CA21250 - Plant and Machinery Allowances (PMA): meaning of plant and machinery: number plates

Do not accept a claim that expenditure on a car’s (or van’s etc) registration number qualifies for PMAs in its own right.

The physical number plate is a chattel that does not become plant or machinery unless and until it is attached to a car which is itself plant or machinery. Once it is attached it becomes part of the car and expenditure on it qualifies for PMAs as a part of the car.

Expenditure on acquiring a right to a registration number is another matter. You are most likely to meet this in connection with expenditure on acquiring a ‘personalised’ or ‘cherished’ number. That does not qualify for PMAs. A personalised number plate gives intangible rights of enduring benefit - the right to use a certain combination of numbers and letters when registering the car. Those rights are not plant and so you should not give PMAs on the expenditure to the extent that it reflects the acquisition of the rights.
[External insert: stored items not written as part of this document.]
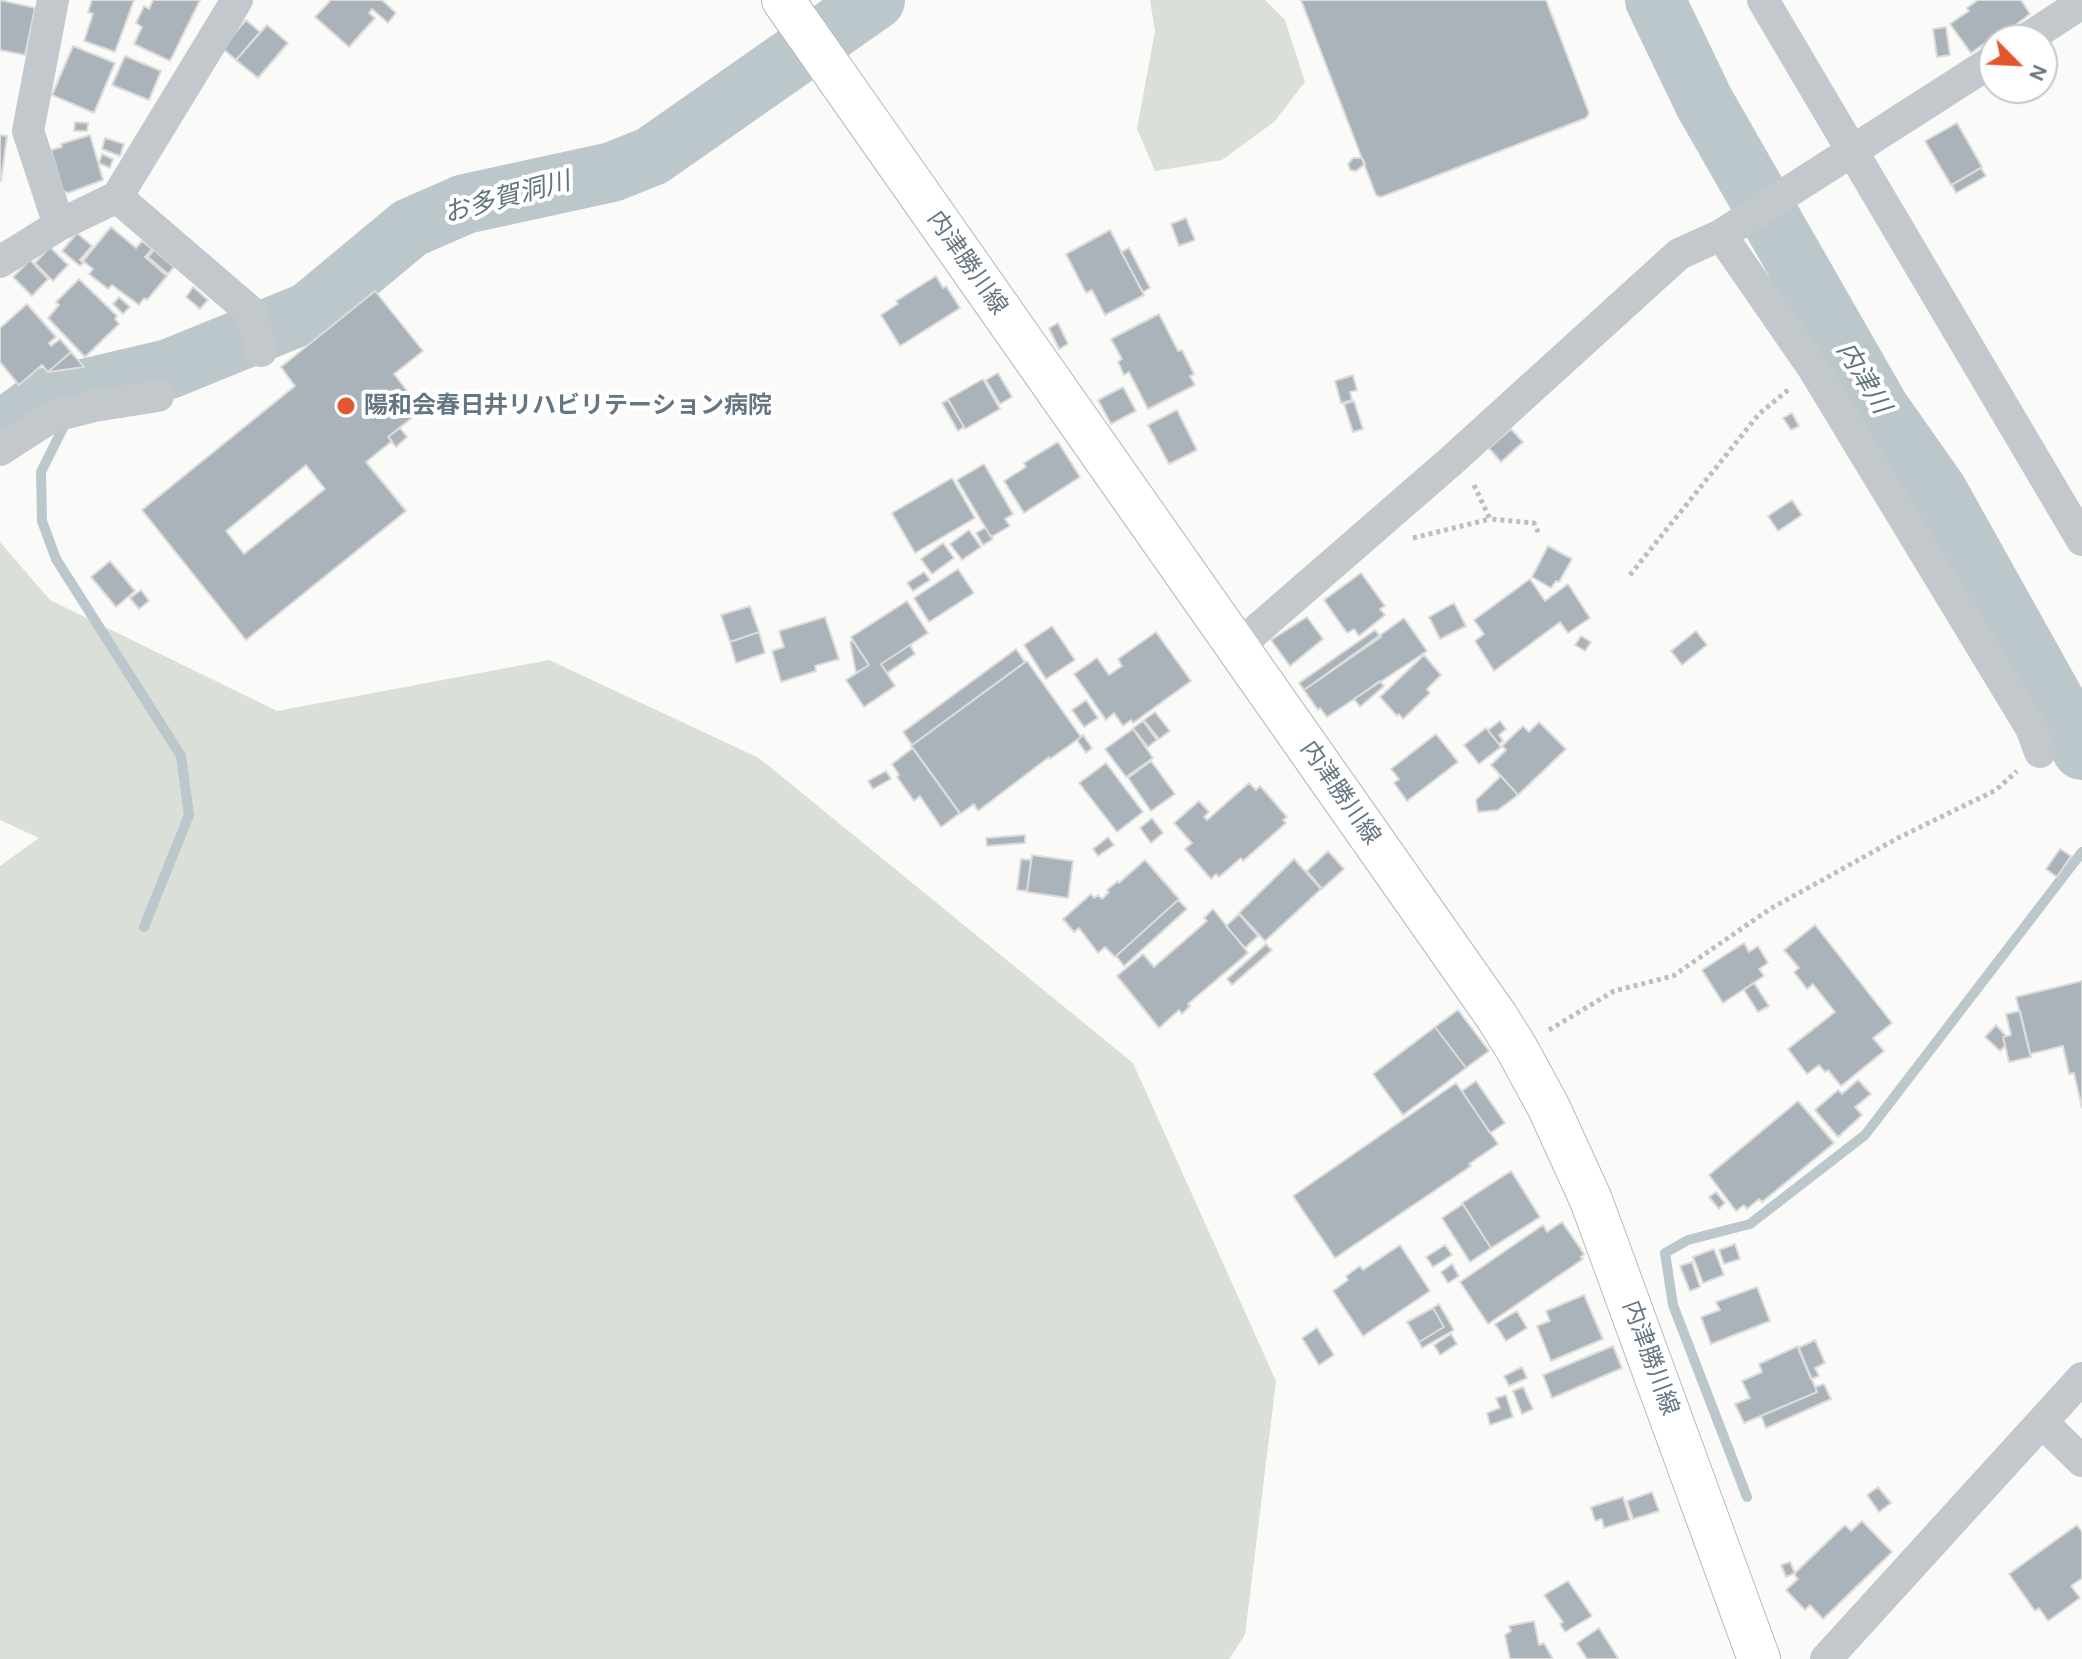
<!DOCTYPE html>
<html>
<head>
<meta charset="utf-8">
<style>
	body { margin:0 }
	#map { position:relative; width:2082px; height:1659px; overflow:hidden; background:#fafaf8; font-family:Karla,sans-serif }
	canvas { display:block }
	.north { position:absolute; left:1978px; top:24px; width:80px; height:80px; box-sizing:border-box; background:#fff; border:2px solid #c1c8cd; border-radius:50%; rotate:114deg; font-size:22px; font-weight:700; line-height:32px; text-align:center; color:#657683 }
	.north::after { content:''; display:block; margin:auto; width:28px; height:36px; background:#e4572e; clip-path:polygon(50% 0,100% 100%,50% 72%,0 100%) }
</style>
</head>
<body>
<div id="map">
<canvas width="2082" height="1659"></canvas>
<div class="north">N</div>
</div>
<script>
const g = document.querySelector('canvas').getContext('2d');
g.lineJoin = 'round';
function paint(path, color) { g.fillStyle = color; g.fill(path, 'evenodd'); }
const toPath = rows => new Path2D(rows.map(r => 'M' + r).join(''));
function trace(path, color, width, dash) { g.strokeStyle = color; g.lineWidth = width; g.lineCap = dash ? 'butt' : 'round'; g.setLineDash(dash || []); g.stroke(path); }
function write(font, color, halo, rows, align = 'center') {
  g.font = font + ' Karla,"Noto Sans JP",sans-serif'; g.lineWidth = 8; g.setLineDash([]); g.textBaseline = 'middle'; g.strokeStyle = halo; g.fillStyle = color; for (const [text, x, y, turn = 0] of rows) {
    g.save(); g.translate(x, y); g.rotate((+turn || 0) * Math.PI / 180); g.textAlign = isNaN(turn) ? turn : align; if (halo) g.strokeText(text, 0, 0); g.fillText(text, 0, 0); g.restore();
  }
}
paint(toPath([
	[1150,0,1265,0,1285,20,1305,82,1274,122,1222,160,1155,171,1137,129,1155,31],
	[0,542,50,600,277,711,549,660,759,758,1133,1063,1276,1381,1245,1635,1229,1659,0,1659,0,866,39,838,0,820]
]), '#dadfd7');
trace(toPath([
	[67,420,41,472,42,521,56,559,181,756,189,815,144,927],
	[1747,1497,1673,1305,1665,1253,1688,1240,1750,1224,1865,1135,2082,852]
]), '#bbc7cb', 10);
trace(toPath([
	[1655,0,1704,102,1879,408,1938,492,2082,750],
	[0,432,46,398,169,369,309,312,410,228,465,204,612,172,652,156,875,0]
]), '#bbc7cb', 60);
const building = toPath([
	[0,0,35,8,25,55,0,50,0,0],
	[92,0,134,0,115,52,84,41,93,14,88,12,92,0],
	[153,0,200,0,170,61,134,44,142,27,136,23,144,6,149,9,153,0],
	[331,0,382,0,396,13,388,23,372,9,369,13,375,18,349,47,315,17,331,0],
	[1301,0,1546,0,1589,113,1586,118,1381,197,1376,195,1301,0],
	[1978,0,2021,0,2030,14,1990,44,1988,41,1971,53,1950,24,1969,11,1967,8,1978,0],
	[246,20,260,32,236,60,222,48,246,20],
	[267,25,288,43,258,78,236,60,267,25],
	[1946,27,1950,55,1937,57,1933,29,1946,27],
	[73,46,115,63,94,113,52,95,73,46],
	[125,56,161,71,149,100,112,85,125,56],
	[75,122,88,123,87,131,74,131,75,122],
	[1957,123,1982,167,1951,185,1925,141,1957,123],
	[0,135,7,136,1,181,0,181,0,135],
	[90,135,103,180,68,193,63,190,51,150,62,147,61,144,90,135],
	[105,138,124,144,120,156,102,149,105,138],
	[102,154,113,159,110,168,99,163,102,154],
	[1353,158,1362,158,1365,164,1356,171,1350,170,1348,164,1353,158],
	[1981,168,1986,176,1956,193,1952,185,1981,168],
	[1186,218,1195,240,1179,246,1171,224,1186,218],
	[111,227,136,248,142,241,152,249,145,257,167,276,147,300,144,298,139,305,112,285,108,289,89,274,93,269,83,261,111,227],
	[1110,230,1144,295,1105,315,1092,290,1086,293,1066,254,1110,230],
	[77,233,92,246,80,260,83,263,80,266,62,251,77,233],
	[50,247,68,265,53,281,35,263,50,247],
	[1129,248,1150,288,1143,292,1121,252,1129,248],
	[154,250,174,267,168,274,148,257,154,250],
	[30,260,48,279,32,296,13,277,30,260],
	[936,276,943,288,946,286,960,308,900,346,881,315,898,304,896,301,936,276],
	[79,279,117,316,115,319,119,324,85,357,48,318,59,305,56,302,79,279],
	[193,287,208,300,200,309,186,297,193,287],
	[375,291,423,351,394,374,414,400,405,407,413,417,388,437,392,441,366,462,406,511,246,640,142,510,295,386,281,367,375,291],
	[306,465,325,489,244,554,226,531,306,465],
	[119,297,130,307,123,314,113,304,119,297],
	[27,304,56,337,49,343,51,346,60,339,71,352,48,372,42,365,19,385,0,362,0,328,27,304],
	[1159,314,1178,351,1182,350,1194,374,1190,376,1195,385,1148,409,1129,372,1124,375,1118,362,1122,359,1111,339,1159,314],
	[1058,323,1068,344,1059,349,1049,328,1058,323],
	[71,352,84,367,48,372,71,352],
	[998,373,1012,397,1000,404,986,380,998,373],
	[1353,375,1357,390,1350,392,1352,400,1341,403,1335,381,1353,375],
	[983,379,1000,409,965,429,948,399,983,379],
	[1123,387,1136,411,1111,424,1098,400,1123,387],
	[948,400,964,427,958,431,942,403,948,400],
	[1354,401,1363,429,1353,432,1344,404,1354,401],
	[1177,410,1197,450,1169,464,1148,425,1177,410],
	[1792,413,1799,426,1791,430,1783,418,1792,413],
	[400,428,407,437,396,447,388,437,400,428],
	[1511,429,1523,442,1501,462,1489,448,1511,429],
	[1058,442,1080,477,1024,513,1004,481,1026,467,1024,463,1058,442],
	[984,464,1013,514,1005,519,1010,526,991,537,957,480,984,464],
	[952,478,975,518,915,553,892,513,952,478],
	[1792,500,1802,515,1778,531,1768,516,1792,500],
	[985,528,993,539,983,545,976,533,985,528],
	[969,530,981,547,962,560,950,544,969,530],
	[943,543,954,558,932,574,921,559,943,543],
	[1548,546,1572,559,1559,582,1556,581,1551,588,1532,577,1548,546],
	[110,561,135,591,116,607,91,577,110,561],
	[958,569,974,593,929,622,914,598,958,569],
	[924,572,930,580,913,591,907,583,924,572],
	[1361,573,1385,606,1380,609,1385,615,1359,636,1354,629,1347,633,1324,600,1361,573],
	[1530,579,1545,601,1568,584,1590,618,1568,633,1560,622,1494,671,1475,641,1484,634,1474,620,1530,579],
	[141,590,149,601,139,609,130,598,141,590],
	[907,601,928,633,881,664,895,686,864,707,846,680,869,665,851,637,907,601],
	[1454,603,1466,626,1440,639,1429,617,1454,603],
	[750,606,759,632,730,642,721,615,750,606],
	[825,617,839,659,815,666,816,671,781,682,772,651,784,647,779,631,825,617],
	[1307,617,1323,639,1290,666,1271,640,1307,617],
	[1404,618,1427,651,1327,717,1320,708,1318,710,1304,690,1404,618],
	[1052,626,1075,660,1046,679,1024,645,1052,626],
	[1375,630,1381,637,1304,690,1299,683,1375,630],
	[1696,631,1707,645,1682,665,1671,651,1696,631],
	[759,632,765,653,736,663,730,642,759,632],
	[1156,632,1191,681,1133,723,1131,720,1123,726,1114,713,1106,720,1074,674,1097,658,1109,675,1122,666,1118,659,1156,632],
	[1581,636,1591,642,1585,651,1575,645,1581,636],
	[853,641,869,665,856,673,850,642,853,641],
	[910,645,915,654,887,673,881,664,910,645],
	[1016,649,1025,662,912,745,903,732,1016,649],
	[1424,655,1441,675,1427,689,1430,693,1403,719,1399,714,1397,716,1380,697,1424,655],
	[1027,661,1081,737,1050,759,1049,757,978,811,974,804,960,814,911,746,1027,661],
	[1380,681,1384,686,1360,707,1354,699,1380,681],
	[1086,700,1098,718,1084,727,1072,710,1086,700],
	[1155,712,1170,731,1159,739,1144,720,1155,712],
	[1143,721,1157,740,1148,747,1133,728,1143,721],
	[1500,721,1506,729,1499,735,1503,741,1499,744,1488,730,1500,721],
	[1539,722,1566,749,1518,795,1491,765,1506,750,1502,746,1523,726,1529,732,1539,722],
	[1486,728,1501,747,1479,764,1464,745,1486,728],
	[1133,729,1153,758,1126,777,1105,749,1133,729],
	[1436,734,1458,762,1407,801,1394,783,1399,779,1391,769,1436,734],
	[1083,735,1092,748,1086,753,1077,740,1083,735],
	[913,748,960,813,941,827,920,796,914,801,897,777,899,775,892,764,913,748],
	[1151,761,1175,794,1151,811,1128,778,1151,761],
	[1106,763,1143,812,1117,832,1079,783,1106,763],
	[886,771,891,779,873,789,868,781,886,771],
	[1501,776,1518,795,1498,810,1478,812,1476,800,1501,776],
	[1249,783,1256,790,1260,786,1287,817,1283,820,1286,823,1243,861,1241,858,1219,877,1216,874,1211,879,1185,849,1192,843,1174,823,1199,801,1209,812,1204,817,1207,820,1249,783],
	[1152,818,1163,833,1151,843,1140,828,1152,818],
	[1025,835,1025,843,987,846,986,838,1025,835],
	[1108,837,1114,845,1098,856,1093,849,1108,837],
	[2060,849,2071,856,2057,877,2046,869,2060,849],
	[1328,851,1344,869,1322,889,1307,871,1328,851],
	[1032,855,1073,861,1068,898,1027,892,1032,855],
	[1021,859,1031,860,1027,891,1017,890,1021,859],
	[1294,859,1321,889,1265,941,1239,913,1294,859],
	[1145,860,1179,899,1115,957,1105,947,1098,953,1079,928,1074,932,1063,919,1091,894,1094,898,1098,895,1102,899,1109,892,1107,890,1118,881,1119,883,1145,860],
	[1178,900,1187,909,1124,966,1116,956,1178,900],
	[1213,909,1248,953,1188,1004,1190,1006,1182,1014,1179,1010,1159,1028,1117,976,1143,954,1154,967,1207,921,1204,918,1213,909],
	[1239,914,1258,936,1245,948,1226,926,1239,914],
	[1815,925,1892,1023,1873,1038,1884,1051,1841,1086,1828,1070,1825,1072,1819,1065,1807,1074,1788,1049,1835,1012,1813,984,1807,989,1794,972,1799,968,1784,950,1815,925],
	[1744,943,1749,952,1758,946,1768,963,1759,969,1764,976,1723,1003,1702,970,1744,943],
	[1266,944,1272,950,1232,985,1227,979,1266,944],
	[2082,981,2082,1108,2074,1073,2069,1074,2063,1046,2030,1054,2016,997,2082,981],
	[1754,983,1769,1006,1758,1012,1744,990,1754,983],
	[1458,1010,1489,1051,1466,1068,1435,1027,1458,1010],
	[2020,1011,2031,1057,2009,1062,2003,1037,2011,1035,2006,1014,2020,1011],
	[1996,1025,2006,1036,2003,1037,2005,1046,2000,1051,1985,1037,1996,1025],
	[1435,1027,1466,1068,1403,1115,1373,1074,1435,1027],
	[1858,1080,1871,1094,1855,1107,1862,1115,1838,1137,1815,1110,1838,1090,1842,1094,1858,1080],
	[1476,1081,1505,1123,1490,1133,1462,1091,1476,1081],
	[1456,1083,1498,1144,1469,1164,1471,1166,1335,1258,1293,1196,1456,1083],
	[1798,1101,1834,1143,1762,1202,1759,1199,1747,1209,1744,1205,1736,1211,1709,1175,1798,1101],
	[1511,1171,1540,1217,1491,1248,1462,1203,1511,1171],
	[1716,1192,1725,1203,1719,1209,1709,1197,1716,1192],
	[1463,1204,1491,1248,1470,1262,1442,1218,1463,1204],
	[1562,1222,1584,1254,1581,1257,1583,1259,1488,1324,1460,1282,1543,1225,1547,1232,1562,1222],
	[1735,1244,1740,1259,1724,1264,1719,1250,1735,1244],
	[1400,1245,1430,1291,1363,1336,1333,1291,1348,1280,1346,1276,1360,1266,1363,1270,1400,1245],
	[1445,1245,1452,1255,1433,1267,1426,1257,1445,1245],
	[1714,1249,1724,1275,1703,1283,1693,1257,1714,1249],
	[1692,1262,1700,1287,1690,1291,1680,1266,1692,1262],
	[1452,1264,1459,1276,1448,1283,1441,1272,1452,1264],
	[1757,1287,1770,1321,1711,1344,1701,1317,1720,1310,1716,1302,1757,1287],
	[1584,1295,1603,1339,1551,1361,1537,1326,1550,1321,1546,1311,1584,1295],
	[1439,1304,1454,1330,1422,1348,1419,1342,1444,1327,1433,1308,1439,1304],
	[1433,1308,1444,1327,1419,1342,1407,1322,1433,1308],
	[1517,1311,1527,1328,1506,1341,1495,1324,1517,1311],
	[1317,1328,1334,1355,1319,1365,1302,1338,1317,1328],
	[1451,1334,1457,1344,1440,1355,1434,1345,1451,1334],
	[1815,1340,1825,1363,1815,1368,1819,1376,1811,1379,1798,1348,1815,1340],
	[1613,1346,1622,1368,1552,1398,1543,1375,1613,1346],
	[1798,1346,1817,1392,1744,1423,1735,1404,1750,1398,1742,1381,1762,1372,1759,1364,1798,1346],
	[1522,1367,1527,1378,1509,1386,1504,1376,1522,1367],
	[1824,1384,1831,1399,1766,1428,1761,1416,1817,1392,1815,1387,1824,1384],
	[1523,1387,1533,1409,1522,1414,1513,1391,1523,1387],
	[1506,1395,1513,1417,1490,1425,1487,1413,1500,1408,1496,1398,1506,1395],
	[1878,1487,1891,1503,1879,1512,1867,1495,1878,1487],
	[1652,1492,1659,1511,1633,1519,1627,1501,1652,1492],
	[1623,1497,1630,1520,1604,1528,1602,1519,1595,1521,1591,1507,1623,1497],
	[1862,1521,1892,1552,1823,1619,1810,1605,1805,1610,1786,1590,1798,1579,1794,1574,1845,1525,1851,1531,1862,1521],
	[2077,1525,2082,1532,2082,1578,2071,1586,2080,1598,2048,1621,2039,1608,2035,1611,2009,1574,2077,1525],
	[1790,1562,1795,1573,1786,1577,1781,1565,1790,1562],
	[1568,1581,1592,1616,1565,1632,1560,1624,1563,1622,1544,1595,1568,1581],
	[1534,1621,1539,1645,1544,1643,1553,1659,1510,1659,1505,1635,1511,1631,1509,1626,1534,1621],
	[1599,1628,1618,1658,1617,1659,1587,1659,1577,1643,1599,1628]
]);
paint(building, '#aab3b9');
trace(building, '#dcdcda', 2);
const major = toPath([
	[783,0,1497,1017,1517,1049,1549,1108,1591,1200,1759,1659]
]);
trace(major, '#b5babe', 44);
trace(toPath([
	[1474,485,1490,519,1534,523,1539,534],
	[1413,538,1490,519],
	[1630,575,1759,414,1788,390],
	[1549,1030,1614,991,1673,976,1770,909,1898,838,1996,790,2017,771]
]), '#bbbfc2', 5, [4, 4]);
trace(toPath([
	[53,0,28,131,59,225],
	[1763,0,2082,540],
	[2025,40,2082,3],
	[117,197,252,313,261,351],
	[1721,235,1813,368,2031,728,2040,752],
	[0,262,59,225,117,197,237,0],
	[0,450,51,417,94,406,158,396],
	[1237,647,1450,462,1679,254,1721,235,1994,60],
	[2042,1422,2082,1461],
	[1826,1659,2082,1378]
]), '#c3c8cc', 32);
trace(major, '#fff', 42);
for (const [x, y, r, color] of [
	[346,406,10,"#e4572e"]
]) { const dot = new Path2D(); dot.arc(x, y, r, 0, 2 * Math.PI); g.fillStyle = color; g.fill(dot); trace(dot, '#fff', 3); }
write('24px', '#657683', '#fff', [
	["内津勝川線",967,263,55],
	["内津勝川線",1340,793,55],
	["内津勝川線",1650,1358,70]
]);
write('bold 24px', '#657683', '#fff', [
	["陽和会春日井リハビリテーション病院",364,406]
], 'left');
write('italic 26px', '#60757c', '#fff', [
	["お多賀洞川",507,198,-15],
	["内津川",1863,378,59]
]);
</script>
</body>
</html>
However you should accept that the price of a car etc. that includes the cost of registering the car with a ‘normal’ number can all be qualifying expenditure.

You may get a capital allowance claim on a Hackney carriage (taxi) licence plate either on its own or, more usually, as part of the cost of the taxicab to which it is attached. The cost or value of the taxi licence plate represents both the actual licence plate itself, which is plant, and the right to trade, which is not. It is only the part of the cost that is attributable to the actual licence plate that qualifies for capital allowances as expenditure on the provision of plant or machinery. This will be a nominal amount.